**Raw data:**

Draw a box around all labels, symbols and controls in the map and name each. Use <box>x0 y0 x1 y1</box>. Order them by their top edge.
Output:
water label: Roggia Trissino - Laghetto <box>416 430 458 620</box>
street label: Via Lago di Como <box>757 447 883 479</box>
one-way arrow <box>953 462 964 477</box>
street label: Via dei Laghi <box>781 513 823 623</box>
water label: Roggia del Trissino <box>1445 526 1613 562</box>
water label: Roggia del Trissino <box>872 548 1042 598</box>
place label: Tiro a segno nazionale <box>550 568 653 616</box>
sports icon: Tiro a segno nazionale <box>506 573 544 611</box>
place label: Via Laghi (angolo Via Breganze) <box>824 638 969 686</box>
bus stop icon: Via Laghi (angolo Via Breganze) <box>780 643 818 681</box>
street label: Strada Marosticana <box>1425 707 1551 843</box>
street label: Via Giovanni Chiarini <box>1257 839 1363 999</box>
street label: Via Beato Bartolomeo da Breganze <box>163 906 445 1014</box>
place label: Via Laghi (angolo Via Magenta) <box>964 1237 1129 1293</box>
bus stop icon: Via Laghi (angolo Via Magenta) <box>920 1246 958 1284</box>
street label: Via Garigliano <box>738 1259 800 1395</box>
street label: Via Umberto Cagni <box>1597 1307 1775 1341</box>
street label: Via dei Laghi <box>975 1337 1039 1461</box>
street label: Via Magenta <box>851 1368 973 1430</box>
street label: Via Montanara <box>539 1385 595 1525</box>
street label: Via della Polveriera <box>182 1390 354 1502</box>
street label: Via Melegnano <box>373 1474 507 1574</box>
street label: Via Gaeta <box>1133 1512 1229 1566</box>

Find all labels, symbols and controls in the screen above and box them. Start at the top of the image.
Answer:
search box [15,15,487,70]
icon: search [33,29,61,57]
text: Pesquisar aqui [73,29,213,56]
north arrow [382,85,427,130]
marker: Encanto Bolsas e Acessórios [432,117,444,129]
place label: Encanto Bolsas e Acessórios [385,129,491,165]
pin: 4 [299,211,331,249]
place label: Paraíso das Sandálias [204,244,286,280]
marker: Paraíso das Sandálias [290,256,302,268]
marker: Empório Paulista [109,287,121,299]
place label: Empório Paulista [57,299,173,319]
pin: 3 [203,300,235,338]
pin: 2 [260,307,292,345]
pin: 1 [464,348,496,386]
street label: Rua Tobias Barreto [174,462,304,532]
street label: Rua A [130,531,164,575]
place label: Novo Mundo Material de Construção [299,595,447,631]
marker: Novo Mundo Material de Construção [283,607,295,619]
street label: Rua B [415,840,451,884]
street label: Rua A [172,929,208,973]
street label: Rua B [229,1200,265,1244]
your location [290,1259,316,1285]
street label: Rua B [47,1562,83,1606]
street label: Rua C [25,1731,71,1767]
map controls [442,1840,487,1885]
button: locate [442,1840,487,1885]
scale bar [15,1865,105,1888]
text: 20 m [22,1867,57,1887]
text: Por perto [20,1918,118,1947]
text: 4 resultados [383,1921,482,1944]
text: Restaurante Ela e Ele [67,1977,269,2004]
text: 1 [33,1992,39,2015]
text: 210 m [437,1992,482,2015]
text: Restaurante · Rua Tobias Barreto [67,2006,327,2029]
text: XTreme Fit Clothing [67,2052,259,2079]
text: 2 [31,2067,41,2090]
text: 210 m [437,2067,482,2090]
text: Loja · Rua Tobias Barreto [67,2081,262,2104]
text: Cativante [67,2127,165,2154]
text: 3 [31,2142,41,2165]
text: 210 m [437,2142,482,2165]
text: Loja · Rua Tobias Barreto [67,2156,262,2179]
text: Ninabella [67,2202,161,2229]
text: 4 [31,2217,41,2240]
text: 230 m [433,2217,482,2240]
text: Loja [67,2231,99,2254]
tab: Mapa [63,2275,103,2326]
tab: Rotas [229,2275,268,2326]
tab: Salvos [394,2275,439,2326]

**Exercise description:** Reproduce every entry above so that each one matches its source exactly.

**Result of this task:**
Draw a box around all labels, symbols and controls in the map and name each. Use <box>x0 y0 x1 y1</box>. Order them by their top edge.
Output:
water label: Roggia Trissino - Laghetto <box>416 430 458 620</box>
street label: Via Lago di Como <box>757 447 883 479</box>
one-way arrow <box>953 462 964 477</box>
street label: Via dei Laghi <box>781 513 823 623</box>
water label: Roggia del Trissino <box>1445 526 1613 562</box>
water label: Roggia del Trissino <box>872 548 1042 598</box>
place label: Tiro a segno nazionale <box>550 568 653 616</box>
sports icon: Tiro a segno nazionale <box>506 573 544 611</box>
place label: Via Laghi (angolo Via Breganze) <box>824 638 969 686</box>
bus stop icon: Via Laghi (angolo Via Breganze) <box>780 643 818 681</box>
street label: Strada Marosticana <box>1425 707 1551 843</box>
street label: Via Giovanni Chiarini <box>1257 839 1363 999</box>
street label: Via Beato Bartolomeo da Breganze <box>163 906 445 1014</box>
place label: Via Laghi (angolo Via Magenta) <box>964 1237 1129 1293</box>
bus stop icon: Via Laghi (angolo Via Magenta) <box>920 1246 958 1284</box>
street label: Via Garigliano <box>738 1259 800 1395</box>
street label: Via Umberto Cagni <box>1597 1307 1775 1341</box>
street label: Via dei Laghi <box>975 1337 1039 1461</box>
street label: Via Magenta <box>851 1368 973 1430</box>
street label: Via Montanara <box>539 1385 595 1525</box>
street label: Via della Polveriera <box>182 1390 354 1502</box>
street label: Via Melegnano <box>373 1474 507 1574</box>
street label: Via Gaeta <box>1133 1512 1229 1566</box>

Find all labels, symbols and controls in the screen above and box them. Start at the top of the image.
Answer:
search box [15,15,487,70]
icon: search [33,29,61,57]
text: Pesquisar aqui [73,29,213,56]
north arrow [382,85,427,130]
marker: Encanto Bolsas e Acessórios [432,117,444,129]
place label: Encanto Bolsas e Acessórios [385,129,491,165]
pin: 4 [299,211,331,249]
place label: Paraíso das Sandálias [204,244,286,280]
marker: Paraíso das Sandálias [290,256,302,268]
marker: Empório Paulista [109,287,121,299]
place label: Empório Paulista [57,299,173,319]
pin: 3 [203,300,235,338]
pin: 2 [260,307,292,345]
pin: 1 [464,348,496,386]
street label: Rua Tobias Barreto [174,462,304,532]
street label: Rua A [130,531,164,575]
place label: Novo Mundo Material de Construção [299,595,447,631]
marker: Novo Mundo Material de Construção [283,607,295,619]
street label: Rua B [415,840,451,884]
street label: Rua A [172,929,208,973]
street label: Rua B [229,1200,265,1244]
your location [290,1259,316,1285]
street label: Rua B [47,1562,83,1606]
street label: Rua C [25,1731,71,1767]
map controls [442,1840,487,1885]
button: locate [442,1840,487,1885]
scale bar [15,1865,105,1888]
text: 20 m [22,1867,57,1887]
text: Por perto [20,1918,118,1947]
text: 4 resultados [383,1921,482,1944]
text: Restaurante Ela e Ele [67,1977,269,2004]
text: 1 [33,1992,39,2015]
text: 210 m [437,1992,482,2015]
text: Restaurante · Rua Tobias Barreto [67,2006,327,2029]
text: XTreme Fit Clothing [67,2052,259,2079]
text: 2 [31,2067,41,2090]
text: 210 m [437,2067,482,2090]
text: Loja · Rua Tobias Barreto [67,2081,262,2104]
text: Cativante [67,2127,165,2154]
text: 3 [31,2142,41,2165]
text: 210 m [437,2142,482,2165]
text: Loja · Rua Tobias Barreto [67,2156,262,2179]
text: Ninabella [67,2202,161,2229]
text: 4 [31,2217,41,2240]
text: 230 m [433,2217,482,2240]
text: Loja [67,2231,99,2254]
tab: Mapa [63,2275,103,2326]
tab: Rotas [229,2275,268,2326]
tab: Salvos [394,2275,439,2326]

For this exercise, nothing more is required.